New Years Wants

I hope that whatever happens this year I will be happy. It's not exactly a typical resolution, I guess. I just wish to become more content with my life and not to want to cry often in the slightest. I'm going to continue to do my best in school. I've always put a lot of effort in my studies. I think this year I've learned to not stress and continue to do my best. I've done a pretty good job so far. I'm learning to trust God in that everything will be fine as long as I work hard. I would like to be more confident with my driving. I want to continue working with kids. I also think I need to lower my expectations of people. Expectations usually bring disappointments. I'm not going to expect my old friends to want to stay friends, and I'm going to try to just let that go. I also hope that this year I will eat better and exercise more…like everyone else hopes for themselves. I get to be so sedentary during the winter, but I need to get over the cold. I also think I should read more.
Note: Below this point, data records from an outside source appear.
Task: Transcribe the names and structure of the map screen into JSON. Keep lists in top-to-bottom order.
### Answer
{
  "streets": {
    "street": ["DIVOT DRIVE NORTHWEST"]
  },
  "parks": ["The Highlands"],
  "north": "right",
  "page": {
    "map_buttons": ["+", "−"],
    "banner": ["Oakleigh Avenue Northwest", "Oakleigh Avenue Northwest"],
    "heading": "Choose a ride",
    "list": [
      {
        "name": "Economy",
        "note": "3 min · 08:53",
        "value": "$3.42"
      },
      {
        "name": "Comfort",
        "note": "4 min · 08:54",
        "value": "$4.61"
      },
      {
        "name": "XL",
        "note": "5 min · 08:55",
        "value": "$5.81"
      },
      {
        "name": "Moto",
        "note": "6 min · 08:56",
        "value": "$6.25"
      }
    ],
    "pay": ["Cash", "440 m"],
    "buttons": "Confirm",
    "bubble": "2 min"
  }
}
I've been enjoying reading books for fun, which I used to hate doing when I was little. Maybe I'll read some Jane Austen like my mother; she really would love that. Of course, I've been rereading the twilight books during my winter break ever since I got the books for Christmas. I just get so warped in imagining a different world, sometimes even wishing I was in it. I really should read more often. When I read, I forget about my own life and get entranced in something else. It's kind of nice. Not to say that my life is bad. It's actually pretty good! I just have a pessimistic outlook, but I'm hoping I'll be able to change that. After I reread the Twiligh series, I’ll probably reread the 2nd Hunger Games book and then read the 3rd one for the first time. Then I’ll attempt to read some of Jane Austen’s works. I think reading enjoyable books will ease my stress level during the semester. I normally just read during school breaks, but maybe I’ll try reading during the semester too. Anyway those are my strange thoughts for the new year, more like a ramble on school and how I should read fun things to lessen my stress but whatever.